EXERCISE DESCRIPTION
Each line in the records below, from the one that contains "height:9px; margin:-4.5px; padding:0" to the one that contains "width:22px; height:22px; translate:-50%", should be reproduced exactly, the first and last included.

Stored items
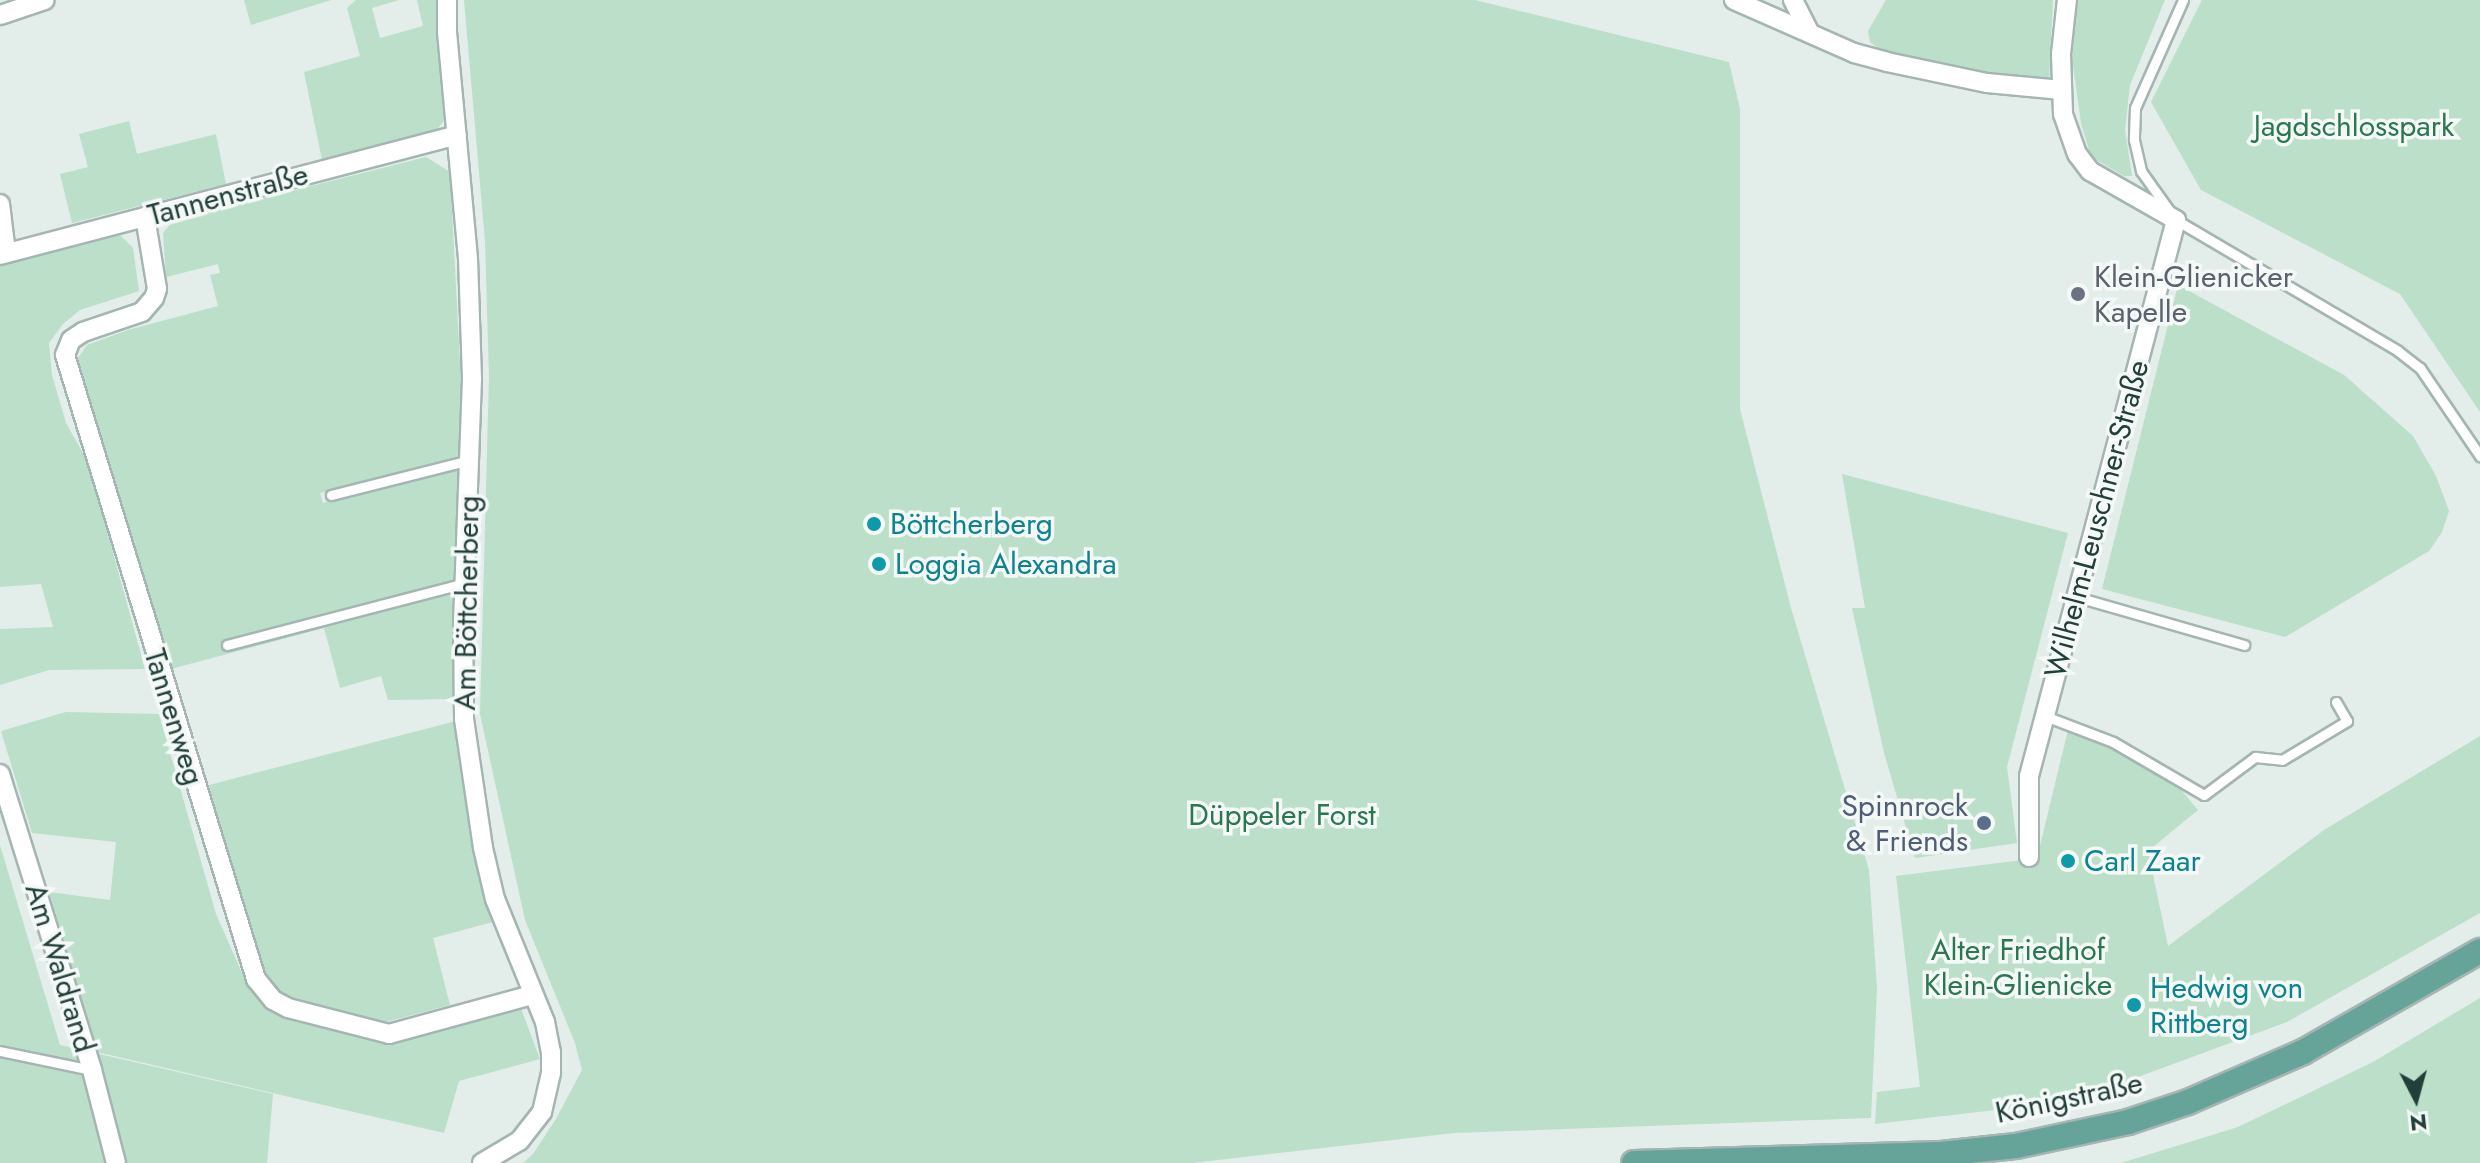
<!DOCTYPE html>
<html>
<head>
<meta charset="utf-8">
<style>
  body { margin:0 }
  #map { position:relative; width:2480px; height:1163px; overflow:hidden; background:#e3edea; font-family:Jost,sans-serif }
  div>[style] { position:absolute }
  .green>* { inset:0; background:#bbdfc8 }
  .roads { filter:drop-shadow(2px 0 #a5b5b2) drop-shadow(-2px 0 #a5b5b2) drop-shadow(0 2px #a5b5b2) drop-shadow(0 -2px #a5b5b2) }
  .service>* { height:9px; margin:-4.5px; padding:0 4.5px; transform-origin:4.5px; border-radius:4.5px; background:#fff }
  .minor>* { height:18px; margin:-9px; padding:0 9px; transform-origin:9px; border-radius:9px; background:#fff }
  .primary>* { height:24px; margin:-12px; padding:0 12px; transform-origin:12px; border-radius:12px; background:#66a49a }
  .dots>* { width:22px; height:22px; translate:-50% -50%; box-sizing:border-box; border:4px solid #f4f9f7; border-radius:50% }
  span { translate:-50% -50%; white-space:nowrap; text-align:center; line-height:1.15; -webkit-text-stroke:7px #f4f9f7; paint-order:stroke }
  .park-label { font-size:30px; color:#2b7750 }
  .street-label { font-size:30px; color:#223f3a }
  .worship-label { font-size:30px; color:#5b616d }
  .left { translate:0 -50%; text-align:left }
  .culture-label { font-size:30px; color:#0d838f }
  .service-label { font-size:30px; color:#4e5e75 }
  .right { translate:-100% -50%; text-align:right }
  .north { position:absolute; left:2376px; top:1059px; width:80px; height:80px; -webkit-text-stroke:6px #f4f9f7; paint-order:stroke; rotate:174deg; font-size:22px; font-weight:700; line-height:32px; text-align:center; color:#223f3a }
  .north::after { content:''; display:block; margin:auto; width:28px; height:36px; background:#223f3a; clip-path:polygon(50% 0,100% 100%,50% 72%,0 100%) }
</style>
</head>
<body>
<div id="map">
  <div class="green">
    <i style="clip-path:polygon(244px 0,331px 0,251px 25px)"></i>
    <i style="clip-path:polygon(356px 0,399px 0,372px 8px,380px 38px,423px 26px,417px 0,436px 0,445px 119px,436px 131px,322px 160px,304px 72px,360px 56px,347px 8px)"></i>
    <i style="clip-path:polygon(464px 0,1475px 0,1729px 62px,1740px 109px,1740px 409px,1791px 608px,1869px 870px,1877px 989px,1871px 1118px,1454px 1133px,1192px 1163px,523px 1163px,533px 1154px,556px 1119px,582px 1070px,575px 1043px,525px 920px,480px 714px,489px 376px,485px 241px)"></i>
    <i style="clip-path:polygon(1886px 0,2053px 0,2049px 81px,1958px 70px,1883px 52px,1870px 42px,1868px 31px)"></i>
    <i style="clip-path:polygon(2077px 0,2165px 0,2130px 85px,2125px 130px,2132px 176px,2124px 176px,2091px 157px,2081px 123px,2072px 58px)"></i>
    <i style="clip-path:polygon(2202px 0,2480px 0,2480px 412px,2400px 294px,2201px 190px,2151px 102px)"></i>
    <i style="clip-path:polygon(129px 121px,137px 154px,216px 134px,226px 184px,72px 223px,60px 174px,88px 167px,79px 134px)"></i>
    <i style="clip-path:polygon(426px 157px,450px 172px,461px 382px,459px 456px,320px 493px,323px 503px,459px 467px,453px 594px,455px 699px,388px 700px,381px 676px,340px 688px,324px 628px,171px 669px,78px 358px,87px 345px,128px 330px,218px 306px,210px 275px,220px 273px,218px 264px,166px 277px,163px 233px,173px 221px)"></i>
    <i style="clip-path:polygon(120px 235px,133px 248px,139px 291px,80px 310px,63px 324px,49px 343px,52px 375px,66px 423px,88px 462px,145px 669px,49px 670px,0 685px,0 629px,53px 627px,41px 584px,0 587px,0 266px)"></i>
    <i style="clip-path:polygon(2178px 285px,2344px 375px,2413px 436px,2436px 476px,2449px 511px,2442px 532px,2429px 551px,2285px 637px,2102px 589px)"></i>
    <i style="clip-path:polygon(1842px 474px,2068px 533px,2007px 767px,2017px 843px,1915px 858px,1884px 753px,1852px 608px,1865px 608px)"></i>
    <i style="clip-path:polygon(66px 712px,159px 714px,216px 914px,249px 989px,276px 1014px,384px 1042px,520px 1006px,540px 1059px,459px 1081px,444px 1133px,97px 1052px,49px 892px,110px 900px,116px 842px,32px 833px,1px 731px)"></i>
    <i style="clip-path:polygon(456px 721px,476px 855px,493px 922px,433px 938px,450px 1005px,386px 1022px,285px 996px,265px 981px,209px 785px)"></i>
    <i style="clip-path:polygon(2068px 730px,2114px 750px,2177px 785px,2198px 810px,2148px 851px,2168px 946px,2324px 830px,2480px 736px,2480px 913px,2287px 1022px,2073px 1101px,1875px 1124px,1877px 1092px,1920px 1087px,1896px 876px,2037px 858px)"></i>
    <i style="clip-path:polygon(0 845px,60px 1045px,273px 1094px,267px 1163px,0 1163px)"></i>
    <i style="clip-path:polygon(2480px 998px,2480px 1163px,2121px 1163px,2238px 1127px,2373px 1062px)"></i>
  </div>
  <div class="roads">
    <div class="service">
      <i style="left:2183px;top:0;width:118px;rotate:114deg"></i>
      <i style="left:2135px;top:108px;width:32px;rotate:92deg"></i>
      <i style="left:2134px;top:140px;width:32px;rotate:77deg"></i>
      <i style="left:2141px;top:171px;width:60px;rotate:54.5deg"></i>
      <i style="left:2176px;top:220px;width:258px;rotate:30.5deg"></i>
      <i style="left:2398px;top:351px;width:28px;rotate:38deg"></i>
      <i style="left:2420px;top:368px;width:107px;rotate:55.7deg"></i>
      <i style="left:331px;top:495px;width:142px;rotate:-14.2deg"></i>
      <i style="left:2077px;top:597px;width:174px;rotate:16deg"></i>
      <i style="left:227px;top:645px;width:246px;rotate:-14.6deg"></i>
      <i style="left:2045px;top:716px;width:73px;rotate:20.9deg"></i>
      <i style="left:2113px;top:742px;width:105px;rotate:30.2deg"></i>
      <i style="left:2204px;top:795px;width:64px;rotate:-36.7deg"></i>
      <i style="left:2255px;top:757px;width:27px;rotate:6deg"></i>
      <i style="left:2282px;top:760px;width:76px;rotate:-31deg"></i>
      <i style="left:2347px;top:721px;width:22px;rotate:-120deg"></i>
      <i style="left:0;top:1051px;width:94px;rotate:11.7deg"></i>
    </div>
    <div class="minor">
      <i style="left:447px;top:0;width:32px;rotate:90deg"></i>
      <i style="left:447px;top:32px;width:227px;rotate:84.7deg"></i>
      <i style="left:468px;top:258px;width:121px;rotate:88.1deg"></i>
      <i style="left:472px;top:379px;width:242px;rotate:92.1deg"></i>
      <i style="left:463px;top:621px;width:98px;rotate:89.4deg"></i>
      <i style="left:464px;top:719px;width:130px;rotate:81.6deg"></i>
      <i style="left:483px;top:848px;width:52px;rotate:76.8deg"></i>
      <i style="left:495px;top:899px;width:133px;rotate:67.9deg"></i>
      <i style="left:545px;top:1022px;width:31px;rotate:79deg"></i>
      <i style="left:551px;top:1052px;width:21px;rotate:90deg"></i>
      <i style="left:551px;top:1073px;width:40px;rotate:103deg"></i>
      <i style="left:542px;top:1112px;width:37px;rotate:128deg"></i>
      <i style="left:519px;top:1141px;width:43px;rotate:149.3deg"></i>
      <i style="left:1734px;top:0;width:131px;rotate:23.8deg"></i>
      <i style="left:1854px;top:53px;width:34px;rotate:15deg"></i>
      <i style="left:1887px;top:62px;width:102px;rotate:11.9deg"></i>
      <i style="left:1987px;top:83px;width:75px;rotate:5.3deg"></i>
      <i style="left:1793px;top:0;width:37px;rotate:63deg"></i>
      <i style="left:0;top:15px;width:47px;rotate:-18.4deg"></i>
      <i style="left:0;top:204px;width:49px;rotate:83deg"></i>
      <i style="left:145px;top:217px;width:73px;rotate:80.5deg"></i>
      <i style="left:157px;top:289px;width:9px;rotate:108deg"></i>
      <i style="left:154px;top:298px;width:18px;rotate:131deg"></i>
      <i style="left:142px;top:312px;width:62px;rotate:161.3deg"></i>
      <i style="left:83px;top:332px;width:14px;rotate:146deg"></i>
      <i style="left:71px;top:340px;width:16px;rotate:112deg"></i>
      <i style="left:65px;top:355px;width:653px;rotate:72.98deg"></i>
      <i style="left:256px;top:979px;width:27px;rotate:51deg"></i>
      <i style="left:273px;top:1000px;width:17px;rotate:28deg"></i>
      <i style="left:288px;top:1008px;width:104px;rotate:14.4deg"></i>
      <i style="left:389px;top:1034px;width:148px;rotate:-15.3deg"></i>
      <i style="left:0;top:255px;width:472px;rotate:-14.7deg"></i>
      <i style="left:0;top:774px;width:310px;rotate:72.7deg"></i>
      <i style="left:92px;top:1070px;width:96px;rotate:75.5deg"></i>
      <i style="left:2029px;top:857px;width:81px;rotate:-90deg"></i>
      <i style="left:2029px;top:776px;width:575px;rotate:-75.19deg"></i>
      <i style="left:2176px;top:220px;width:99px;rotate:-150.3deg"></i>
      <i style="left:2090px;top:171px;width:21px;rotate:-127deg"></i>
      <i style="left:2077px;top:154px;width:42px;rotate:-109.3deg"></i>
      <i style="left:2063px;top:114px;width:60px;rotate:-91.9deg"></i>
      <i style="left:2061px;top:54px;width:54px;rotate:-83.7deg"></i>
    </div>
    <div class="primary">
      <i style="left:1634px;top:1163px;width:307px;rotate:-1.7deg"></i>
      <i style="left:1941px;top:1154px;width:75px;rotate:-6.1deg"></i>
      <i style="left:2016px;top:1146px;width:115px;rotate:-12.1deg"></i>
      <i style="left:2128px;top:1122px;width:63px;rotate:-18.4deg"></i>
      <i style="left:2188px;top:1102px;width:125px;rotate:-23.5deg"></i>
      <i style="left:2303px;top:1052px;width:204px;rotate:-29.7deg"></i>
    </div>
  </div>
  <div class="dots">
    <i style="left:2078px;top:294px;background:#6b7280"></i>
    <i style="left:874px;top:524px;background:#0f9aa8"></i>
    <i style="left:879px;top:564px;background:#0f9aa8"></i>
    <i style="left:1984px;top:823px;background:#5c6f8a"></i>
    <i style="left:2068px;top:861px;background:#0f9aa8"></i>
    <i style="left:2134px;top:1005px;background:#0f9aa8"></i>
  </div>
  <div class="park-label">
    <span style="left:2354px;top:126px">Jagdschlosspark</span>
    <span style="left:1282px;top:815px">Düppeler Forst</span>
    <span style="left:2018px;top:967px">Alter Friedhof<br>Klein-Glienicke</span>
  </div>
  <div class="street-label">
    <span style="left:228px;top:195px;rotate:-15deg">Tannenstraße</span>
    <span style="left:2097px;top:519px;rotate:-75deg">Wilhelm-Leuschner-Straße</span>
    <span style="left:467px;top:603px;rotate:-89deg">Am Böttcherberg</span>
    <span style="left:174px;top:717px;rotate:73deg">Tannenweg</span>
    <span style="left:60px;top:968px;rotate:73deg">Am Waldrand</span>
    <span style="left:2069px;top:1098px;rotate:-12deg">Königstraße</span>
  </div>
  <div class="worship-label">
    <span class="left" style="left:2094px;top:294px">Klein-Glienicker<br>Kapelle</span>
  </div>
  <div class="culture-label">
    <span class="left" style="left:890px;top:524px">Böttcherberg</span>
    <span class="left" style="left:895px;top:564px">Loggia Alexandra</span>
    <span class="left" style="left:2084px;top:861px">Carl Zaar</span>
    <span class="left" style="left:2150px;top:1005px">Hedwig von<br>Rittberg</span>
  </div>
  <div class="service-label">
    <span class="right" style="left:1968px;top:823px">Spinnrock<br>&amp; Friends</span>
  </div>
  <div class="north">N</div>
</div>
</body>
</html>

TASK RESPONSE
  .service>* { height:9px; margin:-4.5px; padding:0 4.5px; transform-origin:4.5px; border-radius:4.5px; background:#fff }
  .minor>* { height:18px; margin:-9px; padding:0 9px; transform-origin:9px; border-radius:9px; background:#fff }
  .primary>* { height:24px; margin:-12px; padding:0 12px; transform-origin:12px; border-radius:12px; background:#66a49a }
  .dots>* { width:22px; height:22px; translate:-50% -50%; box-sizing:border-box; border:4px solid #f4f9f7; border-radius:50% }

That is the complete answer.